Temasını edebiyat atölyesi katılımcılarının belirlediği, kamp katılımcılarının küçük kağıtlara birkaç dize yazarak kutuya attıkları ve atölye katılımcılarının dizeleri bir araya getirip düzenlemesiyle oluşan “Gençlik Kendi Şiirini Yazıyor” etkinliğimizin bir ürünüdür “Gençliğin Dizeleri Umuda Sarılıyor” şiiri. Şiirin temasının “Umut” olarak seçilmesinin nedeni ise gençliğin içinde bulunduğu baskı koşulları içerisinde kendini çaresiz hissetmesine karşı her zaman bir umudun var olduğunun hatırlatılmak istenmesidir.

 

 

Metin Berk SÜER 

Şehircilik Atölyesi yürütücüsü 

 

Şehircilik Atölyesi, kampta bu sene ilk defa yapılan bir atölye olmasının yanında liselilerden üniversitelilere kadar gençlerin ilgisini çeken bir atölye oldu. 

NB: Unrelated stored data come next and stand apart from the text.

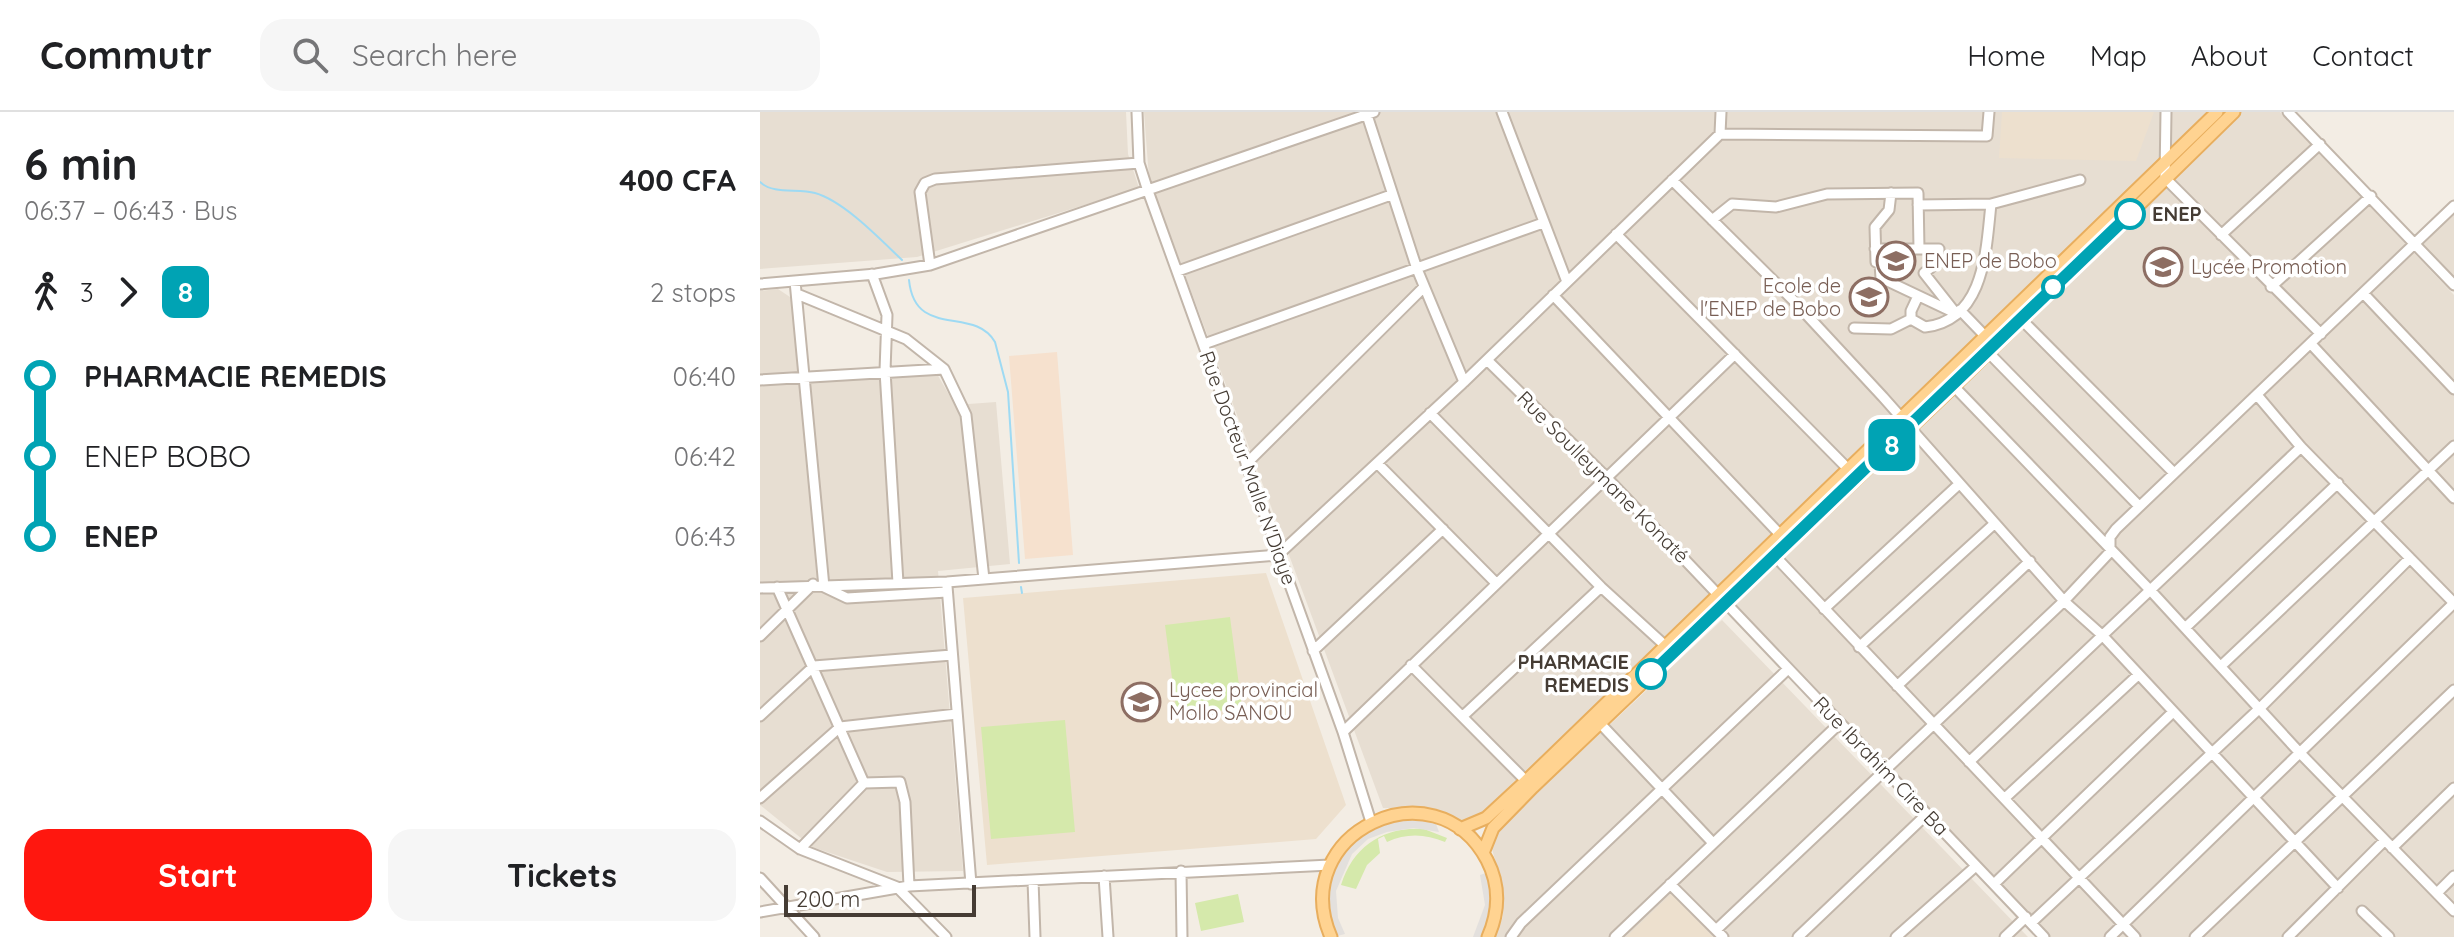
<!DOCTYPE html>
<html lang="en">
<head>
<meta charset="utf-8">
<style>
  :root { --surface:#fff; --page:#f6f6f6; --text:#202124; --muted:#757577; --line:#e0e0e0; --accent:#ff170f }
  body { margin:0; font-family:Quicksand,sans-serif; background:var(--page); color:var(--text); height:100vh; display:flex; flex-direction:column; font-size:30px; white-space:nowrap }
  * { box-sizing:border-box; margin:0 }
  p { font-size:26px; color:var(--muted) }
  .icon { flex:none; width:44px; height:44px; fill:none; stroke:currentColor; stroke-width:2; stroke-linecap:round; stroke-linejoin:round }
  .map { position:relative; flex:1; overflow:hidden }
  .drawer { display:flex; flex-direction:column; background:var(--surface); width:760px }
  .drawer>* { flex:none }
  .badge { padding:0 16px; border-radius:12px; font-size:28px; line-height:52px }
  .scale { position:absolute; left:24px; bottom:20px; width:192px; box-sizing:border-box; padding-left:8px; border:4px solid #453c34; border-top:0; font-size:22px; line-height:28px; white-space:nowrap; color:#453c34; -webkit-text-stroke:6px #fff; paint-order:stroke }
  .map>.badge { position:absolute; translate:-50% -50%; box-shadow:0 0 0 4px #fff }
  .legs { display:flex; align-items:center; gap:12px; height:88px; padding:0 24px; font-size:26px }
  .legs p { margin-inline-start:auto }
  .summary { display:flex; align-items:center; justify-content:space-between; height:136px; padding:0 24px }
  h1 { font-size:44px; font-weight:700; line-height:60px }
  .cta { display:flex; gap:16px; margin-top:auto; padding:16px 24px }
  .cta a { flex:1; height:92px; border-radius:24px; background:var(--accent); color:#fff; font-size:32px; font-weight:700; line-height:92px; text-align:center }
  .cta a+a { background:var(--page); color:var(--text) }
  ul { padding:0 24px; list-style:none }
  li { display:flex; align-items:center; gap:28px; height:80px; font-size:30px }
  li i { display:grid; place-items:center; width:12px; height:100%; margin:0 10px; background:currentColor }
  li i::after { content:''; width:20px; height:20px; margin:-10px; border:6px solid; border-radius:50%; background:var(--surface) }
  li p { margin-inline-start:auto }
  li:first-child i { background:linear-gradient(#0000 50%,currentColor 0) }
  li:last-child i { background:linear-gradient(currentColor 50%,#0000 0) }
  header { display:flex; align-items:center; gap:48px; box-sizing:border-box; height:112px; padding:0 40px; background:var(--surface); border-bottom:2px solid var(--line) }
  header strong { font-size:38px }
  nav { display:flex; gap:44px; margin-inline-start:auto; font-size:28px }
  .search { width:560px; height:72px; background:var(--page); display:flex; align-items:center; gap:20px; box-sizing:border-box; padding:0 28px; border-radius:24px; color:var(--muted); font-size:30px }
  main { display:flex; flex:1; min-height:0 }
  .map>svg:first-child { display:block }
  .residential { fill:#e7ded2 }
  .commercial { fill:#f6e1ce }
  .education { fill:#ede0ce }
  .green { fill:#d5e9ab }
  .parking { fill:#e3e0dd }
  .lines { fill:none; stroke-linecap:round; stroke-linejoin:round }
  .stream { stroke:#9edaf3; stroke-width:2 }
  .minor-casing { stroke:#c2b6aa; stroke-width:13 }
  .major-casing { stroke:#e8ae5e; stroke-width:15 }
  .minor { stroke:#fff; stroke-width:9 }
  .major { stroke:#ffd391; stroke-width:11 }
  .line-1-casing { stroke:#fff; stroke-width:18 }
  .line-1 { stroke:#00a3b4; stroke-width:12 }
  .stop-1-dot { fill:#fff; stroke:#00a3b4; stroke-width:4 }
  .labels { text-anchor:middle; stroke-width:7; stroke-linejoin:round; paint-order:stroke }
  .stop-label { font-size:20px; font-weight:bold; fill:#453c34; stroke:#fff; text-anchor:start }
  .education-label { font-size:20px; fill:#785e54; stroke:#fff; text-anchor:start }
  .street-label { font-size:20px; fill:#453c34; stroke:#fff }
</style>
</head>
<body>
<header>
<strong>Commutr</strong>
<div class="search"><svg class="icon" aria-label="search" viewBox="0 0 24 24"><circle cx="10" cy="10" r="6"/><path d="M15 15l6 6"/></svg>Search here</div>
<nav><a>Home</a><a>Map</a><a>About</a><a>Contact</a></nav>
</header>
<main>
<section class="drawer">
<div class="summary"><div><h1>6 min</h1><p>06:37 – 06:43 · Bus</p></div><b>400 CFA</b></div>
<div class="legs"><svg class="icon" aria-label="walk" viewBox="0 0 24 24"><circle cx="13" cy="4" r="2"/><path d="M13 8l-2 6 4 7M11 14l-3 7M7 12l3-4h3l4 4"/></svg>3<svg class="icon" aria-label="forward" viewBox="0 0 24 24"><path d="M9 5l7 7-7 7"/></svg><b class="badge" style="background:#00a3b4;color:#fff">8</b><p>2 stops</p></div>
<ul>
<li><i style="color:#00a3b4"></i><b>PHARMACIE REMEDIS</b><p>06:40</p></li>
<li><i style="color:#00a3b4"></i><span>ENEP BOBO</span><p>06:42</p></li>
<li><i style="color:#00a3b4"></i><b>ENEP</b><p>06:43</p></li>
</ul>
<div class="cta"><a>Start</a><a>Tickets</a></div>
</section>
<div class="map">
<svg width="1694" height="825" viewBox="0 0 1694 825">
  <rect width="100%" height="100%" fill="#f3ede4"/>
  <!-- residential -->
  <path class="residential" d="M0,0H366L368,42L379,76L157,145L0,157Z
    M384,0H1448L727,701L700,713L670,697L623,696L389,66Z
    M1481,0H1520L1694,183V825H1290L973,491Z
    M1694,100V166L1662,132Z
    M18,177L33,187L39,270L177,262L195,293L236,290L250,452L178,459L203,759L127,760L52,735L0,693V179Z
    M962,508L1268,825H734L743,805V776L730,730L740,715Z"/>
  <!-- commercial -->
  <path class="commercial" d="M297,240L313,443L265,447L249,244Z"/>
  <!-- education -->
  <path class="education" d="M1242,0H1394L1376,49L1239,46Z
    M506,461L586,693L556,727L227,753L203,486Z
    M911,782L953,825H866Z"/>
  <!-- green -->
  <path class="green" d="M470,505L482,596L417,604L405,513Z
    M305,608L315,720L231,727L221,615Z
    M664,717L687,726L685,730C665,722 647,721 627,730L624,724L618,727L620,741L607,753L596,777L581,773C593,734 624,714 664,717Z
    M478,782L484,810L441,819L435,791Z"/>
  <!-- parking -->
  <path class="parking" d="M673,704L679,720L654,716L627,720L608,727L592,742L576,779L578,806L585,822L573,825L564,801L570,753L611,710Z
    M732,759L734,767L728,825H713L725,793L720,763Z"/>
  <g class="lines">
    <!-- stream -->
    <path class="stream" d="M0,70C14,83 37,76 55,81C84,89 121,128 142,148
      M149,168C155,228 214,193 235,230L248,280L259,451
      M261,475L262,481"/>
    <!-- minor casing -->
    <g class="minor-casing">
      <path id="minor" d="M377,0L379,51L388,79L583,620L611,710
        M606,0L657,157L704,270
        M742,0L807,170
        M1406,0L1405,66L1561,222
        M1528,0L1694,173
        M960,22L961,0
        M912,68L1033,188L1123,285L1304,489L1343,524L1578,776
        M1131,81L1129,98L1115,115L1116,150L1120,152L1121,166L1197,202
        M1158,93L1231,92L1320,68
        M952,108L972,92L1016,95L1067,82L1158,81L1159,137
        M856,122L1097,366
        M1461,123L1560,32
        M1115,137H1179L1178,150L1164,161L1194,199
        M170,153L160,80L165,71L175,67L379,51
        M418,159L631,83
        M112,162L127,203L125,259L138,471
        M35,169L64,475L87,486L187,480
        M0,172L116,162L170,153L614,0
        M1511,175L1611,84
        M37,182L146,227L184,257L206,303L224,467
        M1604,182L1694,277
        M793,183L1029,432
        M1158,184L1151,199V207L1165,215C1225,208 1226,138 1231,92
        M1200,198L1226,225
        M1258,204L1414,361
        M1094,216L1131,217L1151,207
        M444,232L783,111
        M1551,232L1694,386
        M1225,237L1379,394
        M727,248L847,366L1284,825
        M1184,264L1391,479L1540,641L1694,799
        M0,268L184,257
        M1497,283L1541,335L1694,491
        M670,301L841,475L910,538
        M617,351L735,470
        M486,352L664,175
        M1012,441L1375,825
        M187,474L211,772
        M17,475L104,671
        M0,476L187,470L518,443L704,270L960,22L1227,24L1229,0
        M1064,497L1198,373
        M1425,516L1578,371
        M0,524L53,472
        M1099,535L1234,412
        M553,539L683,417
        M651,553L770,673
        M1461,554L1694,334
        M1137,574L1270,449
        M0,604L54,554L192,543
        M703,604L841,475
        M836,607L953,731
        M583,620L975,242
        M1209,650L1541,335
        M0,686L80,615L197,602
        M1245,686L1378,563
        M0,709L40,737L137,775L186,825
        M1632,736L1694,676
        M40,737L104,671L140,670L145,690L149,774
        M421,759L422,825
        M344,764L348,825
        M0,766L54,825
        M273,768L275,825
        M910,772L963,825
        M1234,772L1413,600
        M1678,780L1694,764
        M1602,799L1629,825
        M0,800L149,774L570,753
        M1271,811L1501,595L1650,446
        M956,818L1304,489L1350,440V425L1356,417L1694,94
        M751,825L761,811L1028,557
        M855,825L1080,611
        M1038,825L1167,702
        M1136,825L1216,754
        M1245,825L1266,805
        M1350,825L1694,491
        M1435,825L1694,578
        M1528,825L1624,729"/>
    </g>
    <!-- major casing -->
    <g class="major-casing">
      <path id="major" d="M700,717L726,706L766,669L1457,0
        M723,741L733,716L773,675L1193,275L1474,0
        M571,825C526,721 675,650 727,748C740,773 739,800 728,825"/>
    </g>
    <!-- minor -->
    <use href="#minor" class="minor"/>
    <!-- major -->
    <use href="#major" class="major"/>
  </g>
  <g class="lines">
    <!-- line-1 casing -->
    <g class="line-1-casing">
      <path id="line-1" d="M891,562L1370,102"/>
    </g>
    <!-- line-1 -->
    <use href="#line-1" class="line-1"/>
  </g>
  <!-- icons -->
  <defs>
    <g id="university-ring" transform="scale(2)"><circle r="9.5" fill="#fff" stroke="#8d6e63" stroke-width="1.5"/><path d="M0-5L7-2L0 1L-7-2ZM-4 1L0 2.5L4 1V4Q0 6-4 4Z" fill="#8d6e63"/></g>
    <g id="school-ring" transform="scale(2)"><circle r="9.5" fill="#fff" stroke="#8d6e63" stroke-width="1.5"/><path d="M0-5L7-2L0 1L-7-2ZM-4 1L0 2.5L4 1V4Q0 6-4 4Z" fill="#8d6e63"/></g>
  </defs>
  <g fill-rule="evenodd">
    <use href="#university-ring" x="1136" y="149"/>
    <use href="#university-ring" x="1403" y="155"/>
    <use href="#school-ring" x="1109" y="185"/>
    <use href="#school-ring" x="381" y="590"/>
  </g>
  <!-- markers -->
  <g class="stop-1-dot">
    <circle cx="1370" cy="102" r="14"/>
    <circle cx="1293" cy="175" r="10"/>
    <circle cx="891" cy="562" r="14"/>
  </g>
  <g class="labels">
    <!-- stop labels -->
    <g class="stop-label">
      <text x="1392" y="109">ENEP</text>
      <text x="869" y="557" text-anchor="end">PHARMACIE<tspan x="869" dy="23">REMEDIS</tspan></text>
    </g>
    <!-- education labels -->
    <g class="education-label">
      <text x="1164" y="156">ENEP de Bobo</text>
      <text x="1431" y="162">Lycée Promotion</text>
      <text x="1081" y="181" text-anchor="end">Ecole de<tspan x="1081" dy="23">l'ENEP de Bobo</tspan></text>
      <text x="409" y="585">Lycee provincial<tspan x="409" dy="23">Mollo SANOU</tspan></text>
    </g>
    <!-- street labels -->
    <g class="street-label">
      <text transform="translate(488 356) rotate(70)" y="7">Rue Docteur Malle N'Diaye</text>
      <text transform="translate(843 365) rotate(45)" y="7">Rue Soulleymane Konaté</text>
      <text transform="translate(1121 654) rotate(46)" y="7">Rue Ibrahim Cire Ba</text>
    </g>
  </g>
</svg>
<div class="scale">200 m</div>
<b class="badge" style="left:1132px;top:333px;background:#00a3b4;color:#fff">8</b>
</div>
</main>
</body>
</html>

3 günlük atölye programında ilk kentlerin ortaya çıkışından günümüz kentlerine açılan bir perspektifle kentler ve kentlerin nasıl mekanlar olduğu hakkında tartışmalar yürüttük. Günümüz kentlerini konuşurken herkesin etrafında gördüğü ve deneyimlediği kentsel dönüşüm, gecekondulaşma ve bunların nedenleri üzerinde durmaya çalıştık. Buradan hareketle kentler üzerinden yaşamın nasıl değişim gösterebileceğini ve kentlerdeki mega projeleri çevre felaketleri ile ilişkilendirmeye uğraştık. Bu konuda katılımcıların da ilgisini çeken spesifik örnekler üzerinden tartışırken kente ait sorunların gelişmiş veya gelişmemiş ülkeler ile alakalı değil bizzat kapitalizmin yapısı ile alakalı olduğunu görmüş olduk. Böyle bir gidişatta özellikle gençlerin kentin sorunlarını ve tarihini gördükten sonra sordukları “Peki nasıl olabilir?​” sorusu çok önemliydi. Özellikle atölyenin sadece bilgilendirici bir işleyişinin olmaması, gençlerin bir sistem alternatifini tartışmaları bence atölyenin en önemli kazanımlarından biriydi. Atölyenin son gününde ise aslında gençlerin sorduğu bu soru üzerinden alternatif çözümleri ve kent ütopyalarını konuşarak yaşamak istediğimiz, ezilmeden, sömürülmeden, kamu yararını gözeterek hayatımızı devam ettirmek istediğimiz kentleri konuşarak kampı da atölyeyi de tamamladık.

 

 

Ramazan FİDAN 

Sanat İncelemesi Atölyesi yürütücüsü 

 

Sanat İncelemesi Atölyesi’ni planlarken amacım içine yaşadığımız sistem yüzünden bize ulaşılamaz, anlaşılamaz görünen sanatın hiç de öyle olmadığını göstererek sistemin altını oymaktı. Sanatı yorumlamak için herkesin erişebileceği yöntemler olduğunu düşünüyorum. Atölye boyunca da genel amacım bu yöntemlerin neler olduğunu ve nasıl farklı yöntemler üretilebileceğini tartışmak ve netleştirmekti. 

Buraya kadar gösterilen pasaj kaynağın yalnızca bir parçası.